Passò un mese dall’inizio della gravidanza della cyborg, un mese infernale per lei, tra dolori e altro, la sua maggiore preoccupazione era di non far sapere nulla a Crilin. Anche quando le capitava di vomitare, si nascondeva lontana da lui e da chiunque altro.
Per ora voleva che restasse un segreto, non sapeva come l’avrebbe presa.
«Dovrò stare altri otto mesi così? Cazzo!» Urlò la cyborg furiosa.
Quell’urlo si sentì fino al salotto, tanto forte da svegliare Crilin che era addormentato sul divano.
«Ma che diavolo era quell’urlo? C-18… forse sarà meglio che vada a controllare.»
Il terrestre si affrettò a controllare che tutto fosse a posto, preoccupato per l’urlo che aveva appena sentito. Trovò la cyborg rannicchiata su se stessa sopra il suo letto che non fece nemmeno caso alla sua presenza.
«Cara, tutto bene?»
Non ebbe alcuna risposta, ma solo un’occhiata che faceva intendere tutto, preferiva stare da sola.
Negli ultimi giorni, la cyborg era tornata alla sua vecchia abitudine di andare da Bulma la sera tardi per scambiarci quattro chiacchiere. Si conoscevano abbastanza bene e di lei si fidava, sapeva che non avrebbe raccontato nulla a nessuno.
Nonostante le cose successe, persino Vegeta aveva accettato la sua presenza in quella casa, non serbava più rancore verso di lei.
Quella sera ebbero persino uno scambio, appena arrivata l’aveva incontrato in giardino. Sembrava aver appena finito gli allenamenti. «Dovresti dirglielo, sai.»
C-18 si girò e fissò gli occhi scuri del Saiyan. «Dire cosa?»
Vegeta indicò la pancia della cyborg. Non disse nulla.
Lei lo ignorò ed entrò nella casa per parlare con Bulma e confidarsi. Voleva chiederle cosa doveva fare.
Bulma sapeva che la cyborg era incinta, e ogni volta cercava di convincerla a dire la verità a Crilin, ma nulla da fare.

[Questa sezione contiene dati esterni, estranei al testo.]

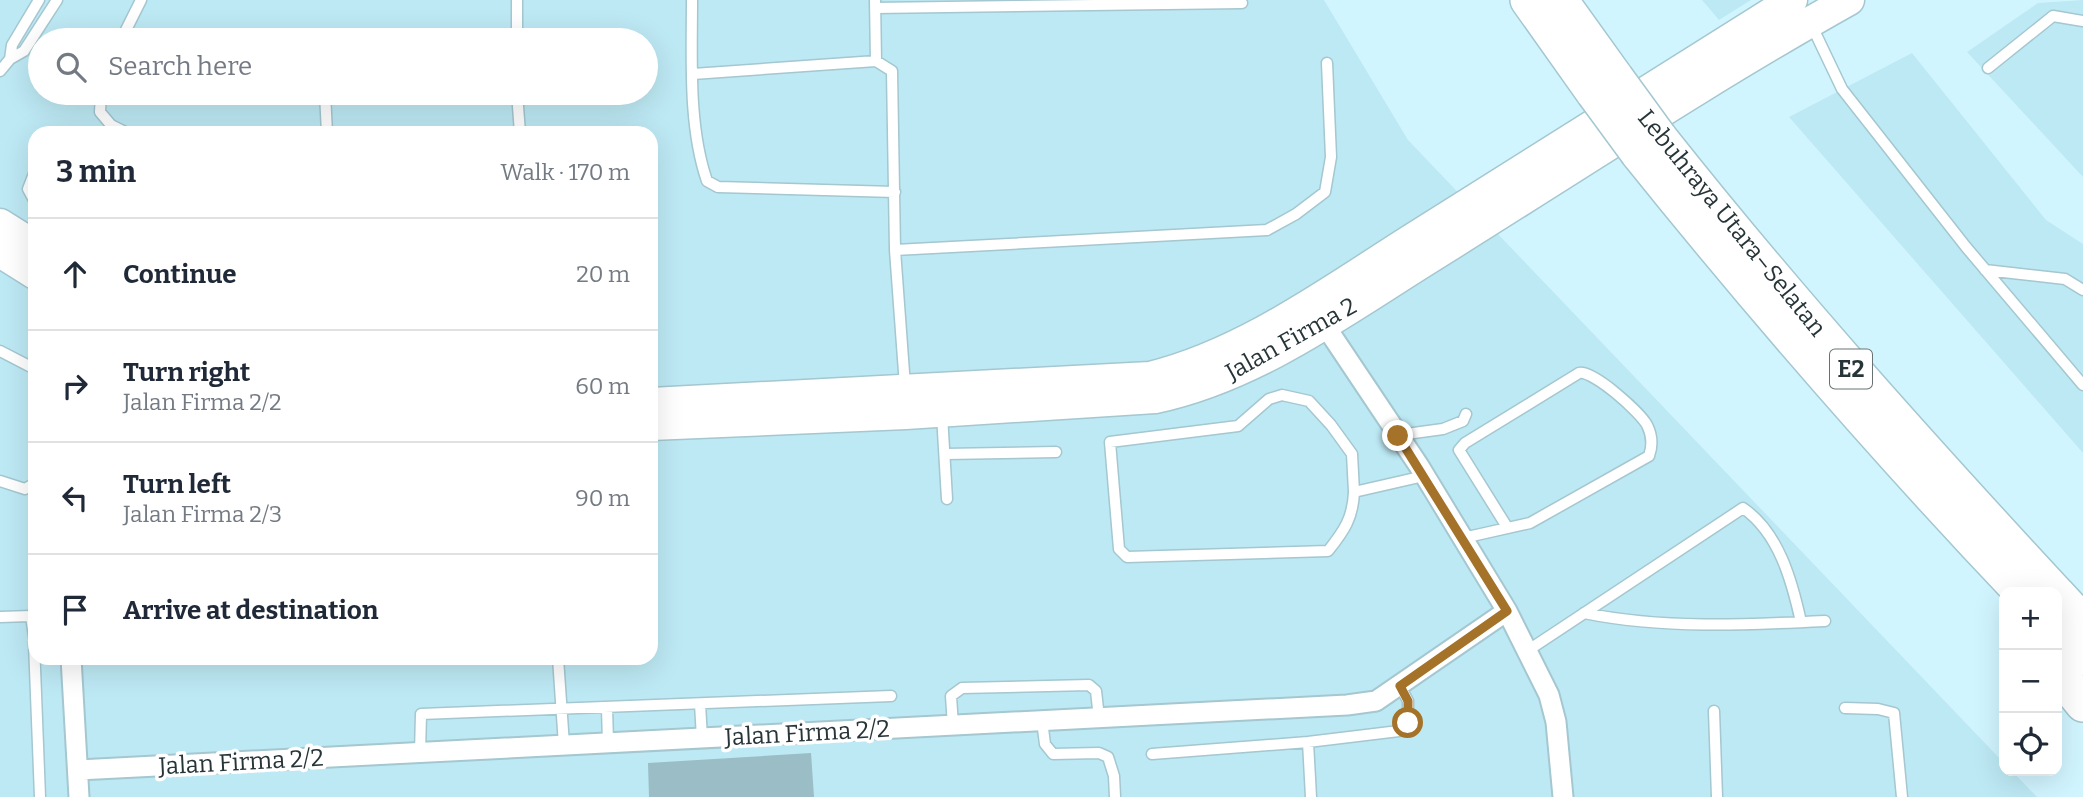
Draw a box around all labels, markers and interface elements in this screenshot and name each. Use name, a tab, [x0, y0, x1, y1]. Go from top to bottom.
search box	[28, 28, 658, 105]
icon: search	[52, 48, 90, 86]
text: Search here	[108, 51, 252, 82]
street label: Lebuhraya Utara–Selatan	[1632, 104, 1832, 342]
text: 3 min	[56, 154, 136, 190]
text: Walk · 170 m	[501, 158, 630, 186]
icon: ahead	[56, 255, 94, 293]
text: Continue	[123, 259, 237, 290]
text: 20 m	[576, 260, 630, 288]
street label: Jalan Firma 2	[1220, 292, 1361, 387]
road number: E2	[1830, 350, 1872, 388]
text: Turn right	[123, 357, 250, 388]
icon: right	[56, 367, 94, 405]
text: 60 m	[575, 372, 630, 400]
text: Jalan Firma 2/2	[123, 388, 281, 416]
route end	[1382, 420, 1413, 451]
text: Turn left	[123, 469, 231, 500]
icon: left	[56, 479, 94, 517]
text: 90 m	[575, 484, 630, 512]
text: Jalan Firma 2/3	[123, 500, 282, 528]
map controls	[1999, 587, 2062, 776]
button: +	[1999, 587, 2062, 650]
icon: arrive	[56, 591, 94, 629]
text: Arrive at destination	[123, 595, 378, 626]
button: −	[1999, 650, 2062, 713]
route start	[1392, 707, 1423, 738]
button: locate	[1999, 713, 2062, 776]
street label: Jalan Firma 2/2	[723, 715, 890, 751]
street label: Jalan Firma 2/2	[157, 744, 324, 780]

Parlarono fino a tardi, finché lei non si decise a tornare a casa.
«Sarà meglio che ora torni a casa, e no. Non dirò nulla a Crilin, per ora.»
 
Le settimane passarono e la cyborg fece sempre più fatica a tenere nascosta la sua gravidanza, i dolori l’assalivano in qualunque momento e non era facile per lei. Voleva bene a Crilin, ma comunque sapeva che doveva dirgli altro oltre alla sua gravidanza, doveva dirgli che era immortale e che non avrebbero mai potuto vivere una vita normale.
Bulma, avendo sempre più sessioni notturne con la cyborg, cominciava a insospettirsi, sapeva che nascondeva qualcos’altro oltre alla gravidanza a Crilin. Voleva scoprire cosa ma era certa che non avrebbe mai ricevuto questa risposta da lei.
“Un momento, ora che ci penso…” all’improvviso si ricordò di avere ancora i progetti di C-17, gli stessi che usò qualche tempo prima per costruire il telecomando necessario alla disattivazione dei due cyborg. Non aveva mai finito di esaminarli, si era limitata a trovare il loro punto debole per poter costruire il telecomando, ma forse qualcosa le era sfuggito. Forse esaminando attentamente quei progetti poteva scoprire qualcosa in più riguardo C-18. Dopotutto, i loro progetti erano simili, quindi non cambiava molto.
 
«C-18, che stai facendo in spiaggia a quest’ora?»
Lei sentendo la voce di Crilin, non si voltò nemmeno. Preferì aspettarlo, sapeva che contraria o no, si sarebbe seduto di fianco a lei per scoprire cosa la turbava.
«Crilin, è passato più di un mese ormai. Devo dirti una cosa.» Fece lei con voce fredda.
Lui annuì accarezzando il viso della cyborg, qualunque cosa fosse, era pronto.
Preferì dirlo subito, senza girarci intorno. «Sono incinta.»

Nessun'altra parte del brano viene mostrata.